L'an passé à pareille époque, Thomas Voeckler était déjà lancé vers 2009 après des vacances réduites a minima par une saison à rallonge. Cette fois-ci, durant trois semaines, l'Alsacien de Bbox Bouygues Telecom a bien digéré une saison où il a signé cinq succès, pour un total de 19 depuis 2001, dont le relevé Tour du Haut-Var et une étape du Tour de France à Perpignan. Avec, au bout du compte, guère de reconnaissance pour le trentenaire pilier du cyclisme français, modeste 3 e au Vélo d'Or français alors qu'il a occupé le terrain dès l'ouverture à La Marseillaise (2 e) jusqu'aux championnats du monde. Le public ne le lâche toutefois pas. « Je reste toujours aussi populaire, ça fait plaisir ».

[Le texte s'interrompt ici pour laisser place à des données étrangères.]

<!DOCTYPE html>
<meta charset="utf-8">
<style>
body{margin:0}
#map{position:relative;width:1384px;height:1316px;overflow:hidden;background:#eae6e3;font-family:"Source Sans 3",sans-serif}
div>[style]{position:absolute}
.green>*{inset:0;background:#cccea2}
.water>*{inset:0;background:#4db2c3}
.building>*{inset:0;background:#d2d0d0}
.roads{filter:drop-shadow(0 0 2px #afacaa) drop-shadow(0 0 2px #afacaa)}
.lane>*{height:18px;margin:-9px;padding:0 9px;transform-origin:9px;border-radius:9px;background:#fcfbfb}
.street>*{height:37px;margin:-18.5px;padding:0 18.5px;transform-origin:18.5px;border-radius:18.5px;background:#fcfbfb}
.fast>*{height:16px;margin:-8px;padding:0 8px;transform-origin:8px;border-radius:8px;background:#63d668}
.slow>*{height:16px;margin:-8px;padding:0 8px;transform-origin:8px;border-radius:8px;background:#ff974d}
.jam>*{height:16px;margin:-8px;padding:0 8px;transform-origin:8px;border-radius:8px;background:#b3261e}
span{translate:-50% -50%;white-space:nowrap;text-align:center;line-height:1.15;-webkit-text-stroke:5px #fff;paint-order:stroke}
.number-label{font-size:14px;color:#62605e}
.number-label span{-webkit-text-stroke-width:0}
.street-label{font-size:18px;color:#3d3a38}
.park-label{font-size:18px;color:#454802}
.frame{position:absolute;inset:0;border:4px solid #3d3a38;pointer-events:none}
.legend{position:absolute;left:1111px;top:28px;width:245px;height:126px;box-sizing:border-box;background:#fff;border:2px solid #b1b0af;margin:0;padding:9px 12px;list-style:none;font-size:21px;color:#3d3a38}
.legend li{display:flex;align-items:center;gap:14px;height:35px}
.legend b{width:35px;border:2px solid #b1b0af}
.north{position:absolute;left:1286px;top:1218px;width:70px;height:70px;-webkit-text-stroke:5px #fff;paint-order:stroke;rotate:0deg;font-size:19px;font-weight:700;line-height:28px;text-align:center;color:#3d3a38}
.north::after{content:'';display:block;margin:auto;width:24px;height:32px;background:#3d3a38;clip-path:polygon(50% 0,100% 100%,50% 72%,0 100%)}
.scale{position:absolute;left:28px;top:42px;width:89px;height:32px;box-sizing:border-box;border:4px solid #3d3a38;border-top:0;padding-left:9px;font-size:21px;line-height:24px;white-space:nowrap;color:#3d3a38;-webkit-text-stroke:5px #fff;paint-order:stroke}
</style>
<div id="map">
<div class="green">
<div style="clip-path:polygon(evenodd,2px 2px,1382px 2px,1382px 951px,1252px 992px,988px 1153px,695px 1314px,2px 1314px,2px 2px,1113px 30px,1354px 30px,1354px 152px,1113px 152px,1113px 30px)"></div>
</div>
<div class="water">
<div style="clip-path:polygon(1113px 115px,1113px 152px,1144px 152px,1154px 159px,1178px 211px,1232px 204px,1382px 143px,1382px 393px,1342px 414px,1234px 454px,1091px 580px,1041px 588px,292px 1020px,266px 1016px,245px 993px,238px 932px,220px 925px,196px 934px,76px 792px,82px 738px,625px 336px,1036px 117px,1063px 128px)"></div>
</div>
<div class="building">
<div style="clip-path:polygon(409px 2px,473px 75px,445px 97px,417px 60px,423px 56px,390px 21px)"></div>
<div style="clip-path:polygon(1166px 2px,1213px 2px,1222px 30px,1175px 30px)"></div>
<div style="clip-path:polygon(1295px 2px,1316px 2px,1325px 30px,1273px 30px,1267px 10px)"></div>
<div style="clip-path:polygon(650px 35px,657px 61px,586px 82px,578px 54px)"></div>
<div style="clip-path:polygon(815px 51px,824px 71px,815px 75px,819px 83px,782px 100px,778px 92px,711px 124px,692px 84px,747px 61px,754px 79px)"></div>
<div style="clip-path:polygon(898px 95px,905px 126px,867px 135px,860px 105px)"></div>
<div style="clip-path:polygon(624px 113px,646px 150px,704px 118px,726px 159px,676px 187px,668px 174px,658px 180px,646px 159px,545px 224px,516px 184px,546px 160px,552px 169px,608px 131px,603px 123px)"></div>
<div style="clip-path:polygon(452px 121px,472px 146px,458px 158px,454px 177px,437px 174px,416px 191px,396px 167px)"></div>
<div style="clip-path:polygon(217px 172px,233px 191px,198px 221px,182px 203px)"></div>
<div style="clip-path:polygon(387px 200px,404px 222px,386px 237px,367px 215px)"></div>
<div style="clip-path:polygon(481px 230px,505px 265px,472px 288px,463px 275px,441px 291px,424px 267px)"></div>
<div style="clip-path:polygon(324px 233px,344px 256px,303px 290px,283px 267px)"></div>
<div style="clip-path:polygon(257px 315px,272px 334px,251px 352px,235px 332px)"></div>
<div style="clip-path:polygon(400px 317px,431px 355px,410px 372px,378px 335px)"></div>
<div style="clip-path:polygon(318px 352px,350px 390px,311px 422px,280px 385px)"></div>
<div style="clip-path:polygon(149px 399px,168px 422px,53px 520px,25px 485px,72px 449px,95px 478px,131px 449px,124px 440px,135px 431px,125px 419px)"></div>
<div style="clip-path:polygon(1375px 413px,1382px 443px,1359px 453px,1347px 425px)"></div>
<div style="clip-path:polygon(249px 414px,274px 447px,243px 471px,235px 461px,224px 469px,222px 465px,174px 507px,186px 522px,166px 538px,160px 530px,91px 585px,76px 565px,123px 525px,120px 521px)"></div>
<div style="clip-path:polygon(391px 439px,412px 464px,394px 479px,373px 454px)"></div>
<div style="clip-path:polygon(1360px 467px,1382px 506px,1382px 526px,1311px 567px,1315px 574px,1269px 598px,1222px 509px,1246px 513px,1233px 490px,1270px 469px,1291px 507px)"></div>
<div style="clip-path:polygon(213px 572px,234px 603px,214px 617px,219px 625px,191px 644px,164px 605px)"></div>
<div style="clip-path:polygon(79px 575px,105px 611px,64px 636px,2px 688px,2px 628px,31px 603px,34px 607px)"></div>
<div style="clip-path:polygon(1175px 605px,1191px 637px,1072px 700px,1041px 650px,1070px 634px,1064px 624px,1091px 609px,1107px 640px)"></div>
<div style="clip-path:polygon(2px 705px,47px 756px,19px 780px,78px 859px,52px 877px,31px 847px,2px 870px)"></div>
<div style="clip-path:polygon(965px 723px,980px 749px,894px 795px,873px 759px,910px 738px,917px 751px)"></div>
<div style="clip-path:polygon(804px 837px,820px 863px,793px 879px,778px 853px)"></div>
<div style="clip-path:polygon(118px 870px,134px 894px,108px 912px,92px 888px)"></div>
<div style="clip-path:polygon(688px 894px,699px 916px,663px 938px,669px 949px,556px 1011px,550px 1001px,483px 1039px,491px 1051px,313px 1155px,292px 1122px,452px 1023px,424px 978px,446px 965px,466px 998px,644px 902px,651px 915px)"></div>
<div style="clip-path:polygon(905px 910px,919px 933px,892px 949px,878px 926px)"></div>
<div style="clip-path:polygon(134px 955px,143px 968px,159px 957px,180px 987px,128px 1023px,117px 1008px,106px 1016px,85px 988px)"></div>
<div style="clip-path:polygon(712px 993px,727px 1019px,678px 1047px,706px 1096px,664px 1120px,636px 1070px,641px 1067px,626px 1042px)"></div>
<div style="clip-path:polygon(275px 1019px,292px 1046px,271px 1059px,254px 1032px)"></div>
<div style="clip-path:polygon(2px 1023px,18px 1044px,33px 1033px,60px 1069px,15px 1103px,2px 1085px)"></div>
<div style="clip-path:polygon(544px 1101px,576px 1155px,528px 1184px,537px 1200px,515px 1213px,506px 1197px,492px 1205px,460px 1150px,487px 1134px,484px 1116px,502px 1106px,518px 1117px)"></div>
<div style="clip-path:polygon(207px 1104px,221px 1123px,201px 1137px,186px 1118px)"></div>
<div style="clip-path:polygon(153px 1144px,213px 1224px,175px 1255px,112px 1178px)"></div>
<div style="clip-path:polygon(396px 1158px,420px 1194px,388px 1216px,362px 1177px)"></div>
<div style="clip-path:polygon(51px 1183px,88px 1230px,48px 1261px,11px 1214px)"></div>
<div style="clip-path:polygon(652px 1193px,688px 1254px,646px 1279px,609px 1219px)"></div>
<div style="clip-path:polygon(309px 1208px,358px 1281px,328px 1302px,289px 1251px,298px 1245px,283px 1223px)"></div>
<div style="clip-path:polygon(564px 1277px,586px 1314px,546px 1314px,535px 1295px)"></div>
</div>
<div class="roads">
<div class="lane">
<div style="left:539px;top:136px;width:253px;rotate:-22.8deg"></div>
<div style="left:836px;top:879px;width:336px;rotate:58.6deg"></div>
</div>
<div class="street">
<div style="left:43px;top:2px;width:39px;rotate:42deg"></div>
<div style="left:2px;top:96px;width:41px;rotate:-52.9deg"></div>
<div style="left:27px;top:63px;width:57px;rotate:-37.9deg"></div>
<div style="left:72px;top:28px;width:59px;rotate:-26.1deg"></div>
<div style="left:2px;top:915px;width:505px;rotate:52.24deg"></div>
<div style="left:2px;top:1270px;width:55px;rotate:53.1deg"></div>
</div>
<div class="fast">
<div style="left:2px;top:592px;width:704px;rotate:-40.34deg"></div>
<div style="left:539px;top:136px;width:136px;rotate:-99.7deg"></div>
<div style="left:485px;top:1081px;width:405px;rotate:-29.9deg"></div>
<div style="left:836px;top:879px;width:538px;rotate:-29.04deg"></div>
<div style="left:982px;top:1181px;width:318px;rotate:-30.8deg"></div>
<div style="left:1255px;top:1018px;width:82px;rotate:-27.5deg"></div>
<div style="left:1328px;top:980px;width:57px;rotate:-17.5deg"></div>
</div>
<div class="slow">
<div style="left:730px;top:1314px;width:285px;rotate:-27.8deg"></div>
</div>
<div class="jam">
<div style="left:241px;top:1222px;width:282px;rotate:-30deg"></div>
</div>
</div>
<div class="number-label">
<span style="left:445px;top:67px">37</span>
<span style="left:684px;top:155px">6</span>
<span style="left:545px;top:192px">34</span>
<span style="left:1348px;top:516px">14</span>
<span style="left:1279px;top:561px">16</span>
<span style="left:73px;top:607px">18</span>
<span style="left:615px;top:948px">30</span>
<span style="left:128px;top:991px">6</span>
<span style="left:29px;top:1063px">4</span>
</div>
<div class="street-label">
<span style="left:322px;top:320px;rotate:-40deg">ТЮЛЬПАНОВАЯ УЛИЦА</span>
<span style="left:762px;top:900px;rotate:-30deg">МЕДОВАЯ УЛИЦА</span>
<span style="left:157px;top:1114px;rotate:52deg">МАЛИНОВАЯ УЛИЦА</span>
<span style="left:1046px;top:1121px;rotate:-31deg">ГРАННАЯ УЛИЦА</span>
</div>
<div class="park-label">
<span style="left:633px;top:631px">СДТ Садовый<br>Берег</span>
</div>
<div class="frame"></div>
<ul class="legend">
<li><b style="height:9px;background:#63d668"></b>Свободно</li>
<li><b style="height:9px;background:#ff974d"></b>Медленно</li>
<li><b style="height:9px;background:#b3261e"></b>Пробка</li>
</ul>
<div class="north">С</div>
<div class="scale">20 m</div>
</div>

Pour autant rien n'est acquis et après douze jours de stage avec Bbox Bouygues Telecom, Thomas Voeckler juge sa condition sans concession. « Je me sens bien reposé par rapport à l'an dernier, avec le revers de la médaille que j'ai un peu plus de travail à faire pour combler mon déficit de niveau. Didier Rous (Ndlr : son directeur sportif) m'avait prévenu que plus on avance en âge, plus il faut faire le métier. Ça va me prendre du temps ». Il reste que le Bas-Rhinois a neuf années de professionnalisme dans les jambes et surtout une année 2009 encourageante en tête. « C'est vrai que je suis très confiant. Je vais faire ce qu'il faut, ça va revenir ».

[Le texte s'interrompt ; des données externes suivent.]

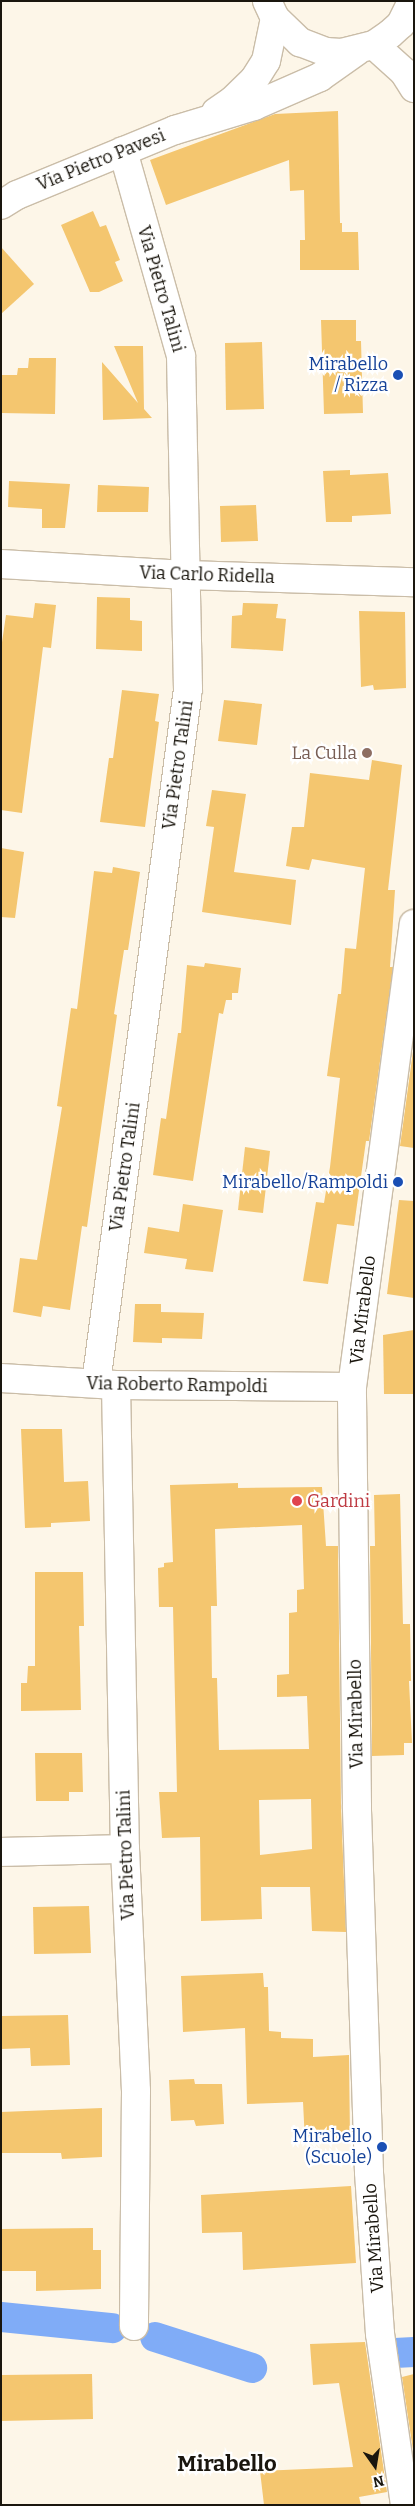 <!DOCTYPE html>
<style>
body{margin:0}
#map{position:relative;width:415px;height:2506px;overflow:hidden;background:#fdf6e8;font-family:Bitter,serif}
div>[style]{position:absolute}
.canal>*{height:30px;margin:-15px;padding:0 15px;transform-origin:15px;border-radius:15px;background:#80acf7}
.building>*{inset:0;background:#f4c66f}
.roads{filter:drop-shadow(1px 0 #cabda8) drop-shadow(-1px 0 #cabda8) drop-shadow(0 1px #cabda8) drop-shadow(0 -1px #cabda8)}
.minor>*{height:28px;margin:-14px;padding:0 14px;transform-origin:14px;border-radius:14px;background:#fff}
.dots>*{width:14px;height:14px;translate:-50% -50%;box-sizing:border-box;border:2px solid #fff;border-radius:50%}
span{translate:-50% -50%;white-space:nowrap;text-align:center;line-height:1.15;-webkit-text-stroke:4.5px #fff;paint-order:stroke}
.street-label{font-size:18px;color:#1a160e}
.transit-label{font-size:18px;color:#164399}
.right{translate:-100% -50%;text-align:right}
.education-label{font-size:18px;color:#785e54}
.health-label{font-size:18px;color:#be3a42}
.left{translate:0 -50%;text-align:left}
.district-label{font-size:22px;color:#1a160e;font-weight:700}
.frame{position:absolute;inset:0;border:2px solid #1a160e;pointer-events:none}
.north{position:absolute;left:350px;top:2441px;width:50px;height:50px;-webkit-text-stroke:4px #fff;paint-order:stroke;rotate:167deg;font-size:14px;font-weight:700;line-height:20px;text-align:center;color:#1a160e}
.north::after{content:'';display:block;margin:auto;width:18px;height:22px;background:#1a160e;clip-path:polygon(50% 0,100% 100%,50% 72%,0 100%)}
</style>
<div id="map">
<div class="canal">
<div style="left:1px;top:2317px;width:112px;rotate:5.7deg"></div>
<div style="left:155px;top:2337px;width:102px;rotate:17.7deg"></div>
<div style="left:395px;top:2353px;width:19px;rotate:-3deg"></div>
</div>
<div class="building">
<div style="clip-path:polygon(338px 111px,340px 223px,342px 223px,342px 232px,358px 232px,359px 270px,300px 270px,300px 240px,305px 240px,304px 190px,290px 191px,289px 160px,166px 205px,150px 160px,275px 114px)"></div>
<div style="clip-path:polygon(93px 211px,100px 227px,106px 225px,120px 260px,115px 262px,123px 281px,99px 292px,90px 292px,61px 225px)"></div>
<div style="clip-path:polygon(1px 247px,34px 284px,1px 314px)"></div>
<div style="clip-path:polygon(321px 320px,356px 320px,356px 341px,361px 341px,363px 413px,324px 414px)"></div>
<div style="clip-path:polygon(262px 342px,264px 409px,226px 410px,225px 343px)"></div>
<div style="clip-path:polygon(114px 346px,143px 346px,144px 409px,152px 418px,103px 420px,102px 362px,138px 403px)"></div>
<div style="clip-path:polygon(29px 358px,56px 358px,55px 414px,1px 413px,1px 375px,17px 375px,18px 368px,28px 368px)"></div>
<div style="clip-path:polygon(350px 470px,350px 475px,388px 473px,391px 514px,352px 516px,352px 522px,326px 522px,323px 471px)"></div>
<div style="clip-path:polygon(9px 481px,70px 484px,65px 528px,42px 528px,42px 509px,8px 507px)"></div>
<div style="clip-path:polygon(98px 485px,149px 487px,148px 512px,97px 512px)"></div>
<div style="clip-path:polygon(256px 505px,258px 541px,221px 542px,220px 506px)"></div>
<div style="clip-path:polygon(97px 597px,130px 598px,130px 620px,142px 621px,142px 651px,96px 649px)"></div>
<div style="clip-path:polygon(35px 603px,56px 605px,51px 648px,43px 647px,22px 813px,1px 810px,1px 649px,6px 615px,33px 618px)"></div>
<div style="clip-path:polygon(243px 603px,278px 604px,276px 618px,286px 619px,283px 651px,231px 648px,232px 616px,242px 615px)"></div>
<div style="clip-path:polygon(359px 611px,405px 612px,406px 688px,374px 690px,373px 685px,361px 687px)"></div>
<div style="clip-path:polygon(122px 690px,159px 694px,155px 721px,159px 722px,145px 827px,100px 822px,109px 758px,113px 758px)"></div>
<div style="clip-path:polygon(224px 700px,262px 704px,257px 745px,218px 741px)"></div>
<div style="clip-path:polygon(372px 760px,402px 765px,388px 890px,395px 890px,390px 967px,393px 967px,369px 1141px,366px 1141px,354px 1226px,337px 1224px,328px 1284px,303px 1281px,316px 1202px,324px 1203px,330px 1167px,340px 1078px,327px 1076px,338px 994px,341px 994px,345px 948px,356px 949px,365px 868px,312px 859px,309px 870px,286px 866px,292px 827px,304px 827px,310px 773px,369px 780px)"></div>
<div style="clip-path:polygon(212px 790px,246px 794px,234px 872px,296px 880px,291px 925px,202px 912px,214px 827px,206px 826px)"></div>
<div style="clip-path:polygon(1px 848px,24px 852px,15px 918px,1px 917px)"></div>
<div style="clip-path:polygon(113px 867px,140px 872px,128px 950px,124px 950px,114px 1014px,117px 1015px,87px 1227px,82px 1226px,70px 1310px,43px 1306px,41px 1317px,13px 1312px,20px 1258px,37px 1260px,62px 1107px,57px 1106px,71px 1008px,77px 1009px,94px 871px,112px 873px)"></div>
<div style="clip-path:polygon(205px 963px,241px 968px,238px 993px,232px 993px,232px 1000px,226px 1000px,223px 1014px,219px 1013px,193px 1181px,153px 1175px,161px 1118px,166px 1119px,178px 1033px,181px 1033px,187px 965px,204px 967px)"></div>
<div style="clip-path:polygon(414px 1044px,414px 1148px,400px 1146px)"></div>
<div style="clip-path:polygon(245px 1147px,270px 1151px,263px 1213px,238px 1210px)"></div>
<div style="clip-path:polygon(399px 1200px,414px 1201px,414px 1298px,387px 1294px)"></div>
<div style="clip-path:polygon(183px 1204px,223px 1210px,213px 1272px,185px 1269px,187px 1259px,144px 1253px,148px 1227px,179px 1232px)"></div>
<div style="clip-path:polygon(135px 1304px,161px 1304px,161px 1312px,204px 1313px,202px 1339px,162px 1338px,162px 1343px,133px 1342px)"></div>
<div style="clip-path:polygon(414px 1330px,414px 1394px,384px 1394px,383px 1335px)"></div>
<div style="clip-path:polygon(21px 1429px,62px 1429px,64px 1482px,88px 1481px,90px 1521px,51px 1523px,51px 1527px,25px 1528px)"></div>
<div style="clip-path:polygon(evenodd,238px 1483px,238px 1488px,322px 1487px,326px 1546px,338px 1546px,341px 1806px,346px 1932px,312px 1931px,310px 1887px,261px 1887px,262px 1919px,201px 1921px,200px 1837px,162px 1838px,159px 1792px,177px 1792px,173px 1607px,159px 1607px,158px 1568px,164px 1567px,164px 1563px,173px 1562px,170px 1485px,238px 1483px,302px 1525px,304px 1589px,297px 1590px,297px 1612px,289px 1613px,289px 1674px,277px 1675px,277px 1697px,307px 1696px,309px 1749px,219px 1750px,217px 1678px,212px 1678px,211px 1606px,217px 1606px,215px 1529px,302px 1525px,238px 1483px,311px 1799px,312px 1849px,260px 1855px,259px 1800px,311px 1799px)"></div>
<div style="clip-path:polygon(400px 1494px,403px 1624px,410px 1624px,411px 1681px,409px 1681px,412px 1743px,404px 1743px,404px 1755px,372px 1756px,370px 1546px,375px 1546px,374px 1495px)"></div>
<div style="clip-path:polygon(35px 1572px,83px 1572px,84px 1626px,79px 1626px,81px 1710px,21px 1711px,21px 1683px,27px 1683px,28px 1666px,35px 1666px)"></div>
<div style="clip-path:polygon(35px 1753px,82px 1753px,83px 1792px,69px 1792px,69px 1801px,36px 1801px)"></div>
<div style="clip-path:polygon(89px 1906px,91px 1953px,34px 1954px,33px 1907px)"></div>
<div style="clip-path:polygon(263px 1973px,264px 1987px,268px 1987px,269px 2031px,281px 2032px,281px 2038px,313px 2039px,313px 2057px,349px 2055px,350px 2139px,305px 2142px,303px 2102px,247px 2104px,245px 2028px,183px 2032px,181px 1976px)"></div>
<div style="clip-path:polygon(68px 2015px,70px 2065px,31px 2066px,30px 2048px,1px 2049px,1px 2016px)"></div>
<div style="clip-path:polygon(194px 2079px,195px 2084px,222px 2084px,224px 2124px,196px 2126px,194px 2120px,171px 2121px,169px 2080px)"></div>
<div style="clip-path:polygon(102px 2108px,102px 2157px,62px 2159px,61px 2153px,1px 2153px,1px 2112px)"></div>
<div style="clip-path:polygon(351px 2186px,356px 2263px,243px 2270px,242px 2232px,202px 2233px,201px 2195px)"></div>
<div style="clip-path:polygon(93px 2228px,93px 2250px,101px 2250px,101px 2289px,36px 2291px,36px 2271px,1px 2271px,1px 2229px)"></div>
<div style="clip-path:polygon(365px 2342px,387px 2492px,359px 2497px,361px 2505px,264px 2505px,260px 2471px,353px 2467px,339px 2383px,313px 2385px,310px 2344px)"></div>
<div style="clip-path:polygon(92px 2374px,93px 2419px,1px 2421px,1px 2375px)"></div>
<div style="clip-path:polygon(414px 2374px,414px 2457px,402px 2377px)"></div>
</div>
<div class="roads">
<div class="minor">
<div style="left:267px;top:1px;width:19px;rotate:65deg"></div>
<div style="left:275px;top:18px;width:35px;rotate:44deg"></div>
<div style="left:300px;top:42px;width:28px;rotate:21deg"></div>
<div style="left:326px;top:52px;width:15px;rotate:4deg"></div>
<div style="left:341px;top:53px;width:34px;rotate:-14deg"></div>
<div style="left:374px;top:45px;width:19px;rotate:-35deg"></div>
<div style="left:390px;top:34px;width:15px;rotate:-42deg"></div>
<div style="left:401px;top:24px;width:25px;rotate:-64deg"></div>
<div style="left:374px;top:45px;width:40px;rotate:42deg"></div>
<div style="left:404px;top:72px;width:19px;rotate:58deg"></div>
<div style="left:216px;top:112px;width:19px;rotate:-35deg"></div>
<div style="left:232px;top:101px;width:30px;rotate:-44deg"></div>
<div style="left:254px;top:80px;width:22px;rotate:-58deg"></div>
<div style="left:266px;top:61px;width:44px;rotate:-78.2deg"></div>
<div style="left:1px;top:205px;width:19px;rotate:-32deg"></div>
<div style="left:17px;top:195px;width:171px;rotate:-22.4deg"></div>
<div style="left:175px;top:130px;width:83px;rotate:-16.9deg"></div>
<div style="left:254px;top:106px;width:72px;rotate:-23.7deg"></div>
<div style="left:320px;top:77px;width:45px;rotate:-35.1deg"></div>
<div style="left:1px;top:564px;width:185px;rotate:3.4deg"></div>
<div style="left:186px;top:575px;width:228px;rotate:1.8deg"></div>
<div style="left:1px;top:1378px;width:115px;rotate:3.5deg"></div>
<div style="left:116px;top:1385px;width:236px;rotate:0.5deg"></div>
<div style="left:96px;top:1383px;width:700px;rotate:-82.45deg"></div>
<div style="left:188px;top:689px;width:333px;rotate:-91.2deg"></div>
<div style="left:181px;top:356px;width:213px;rotate:-105.8deg"></div>
<div style="left:116px;top:1385px;width:464px;rotate:88.9deg"></div>
<div style="left:125px;top:1849px;width:242px;rotate:87.4deg"></div>
<div style="left:136px;top:2091px;width:235px;rotate:90.5deg"></div>
<div style="left:1px;top:1852px;width:124px;rotate:-1.4deg"></div>
<div style="left:405px;top:2505px;width:173px;rotate:-98.3deg"></div>
<div style="left:380px;top:2334px;width:162px;rotate:-93.9deg"></div>
<div style="left:369px;top:2172px;width:366px;rotate:-91.9deg"></div>
<div style="left:357px;top:1806px;width:419px;rotate:-90.7deg"></div>
<div style="left:352px;top:1387px;width:467px;rotate:-82.4deg"></div>
</div>
</div>
<div class="dots">
<div style="left:398px;top:375px;background:#1a4fb4"></div>
<div style="left:367px;top:753px;background:#8d6e63"></div>
<div style="left:398px;top:1182px;background:#1a4fb4"></div>
<div style="left:297px;top:1501px;background:#e0444e"></div>
<div style="left:382px;top:2147px;background:#1a4fb4"></div>
</div>
<div class="street-label">
<span style="left:101px;top:160px;rotate:-22deg">Via Pietro Pavesi</span>
<span style="left:161px;top:289px;rotate:74deg">Via Pietro Talini</span>
<span style="left:207px;top:575px;rotate:2deg">Via Carlo Ridella</span>
<span style="left:178px;top:765px;rotate:-82deg">Via Pietro Talini</span>
<span style="left:125px;top:1167px;rotate:-82deg">Via Pietro Talini</span>
<span style="left:363px;top:1310px;rotate:-83deg">Via Mirabello</span>
<span style="left:177px;top:1385px;rotate:1deg">Via Roberto Rampoldi</span>
<span style="left:356px;top:1714px;rotate:-91deg">Via Mirabello</span>
<span style="left:126px;top:1855px;rotate:-92deg">Via Pietro Talini</span>
<span style="left:374px;top:2238px;rotate:-94deg">Via Mirabello</span>
</div>
<div class="transit-label">
<span class="right" style="left:388px;top:375px">Mirabello<br>/ Rizza</span>
<span class="right" style="left:388px;top:1182px">Mirabello/Rampoldi</span>
<span class="right" style="left:372px;top:2147px">Mirabello<br>(Scuole)</span>
</div>
<div class="education-label">
<span class="right" style="left:357px;top:753px">La Culla</span>
</div>
<div class="health-label">
<span class="left" style="left:307px;top:1501px">Gardini</span>
</div>
<div class="district-label">
<span style="left:227px;top:2464px">Mirabello</span>
</div>
<div class="frame"></div>
<div class="north">N</div>
</div>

Sur la paille dans la grange
Outre le travail avec ses coéquipiers lors du stage, que ce soit en musculation, en footing ou en vélo, il a aussi vécu une étrange expérience. « On a eu une journée d'accrobranche, une course d'orientation, une marche de nuit avec barbecue le soir et on a dormi sur la paille dans la grange d'un paysan, c'était sympa ». La mode est à l'esprit de groupe. Bbox Bouygues Telecom, rétrogradé en Continental Pro ne déroge pas à la règle.
Pour conserver cette ambiance, Thomas Voeckler a dû s'entretenir dès son retour de vacances avec Jean-René Bernaudeau, suite à la mise en lumière de contacts avec la formation de Stéphane Heulot, promu Continental Pro. « Quand je suis revenu de vacances, j'ai de suite parlé à Jean-René pour qu'il n'y ait pas de malentendu. C'est vrai qu'on a discuté pendant le Tour de France, mais ça n'est pas allé plus loin. À partir du moment où je ne suis pas en fin de contrat (Ndlr : ce sera en revanche le cas cette année) et où je me sens bien dans l'équipe, il n'y a pas de raison. Cette année, rien n'est à exclure ».
Pour se donner les moyens de réussir, l'ancien maillot jaune a réalisé une nouvelle étude posturale, qui l'a amené à relever sa potence et avancer sa selle. « Si on regarde bien Armstrong sur son vélo de chrono, il n'est pas trop couché. Ce n'est pas pour ça qu'il a un mauvais rendement ».
Et il en faudra, en 2010, où son programme s'annonce chargé. « Comme nous ne sommes plus en ProTour, nous sommes dépendants des invitations. Si on fait Paris-Nice, quelles vont être les courses de préparation ? Je vais sans doute doubler Giro-Tour de France, ça m'avait bien plu l'an dernier. Il y a aussi le Tour du Pays Basque, la Flèche wallonne, Liège-Bastogne-Liège et le Tour d'Espagne. Quand on regarde le programme, c'est difficile de trouver une coupure. Mais il en faudra une ». Celle, forcée en mars dernier après une fracture de la clavicule sur Paris-Nice, s'était avérée un mal pour un bien.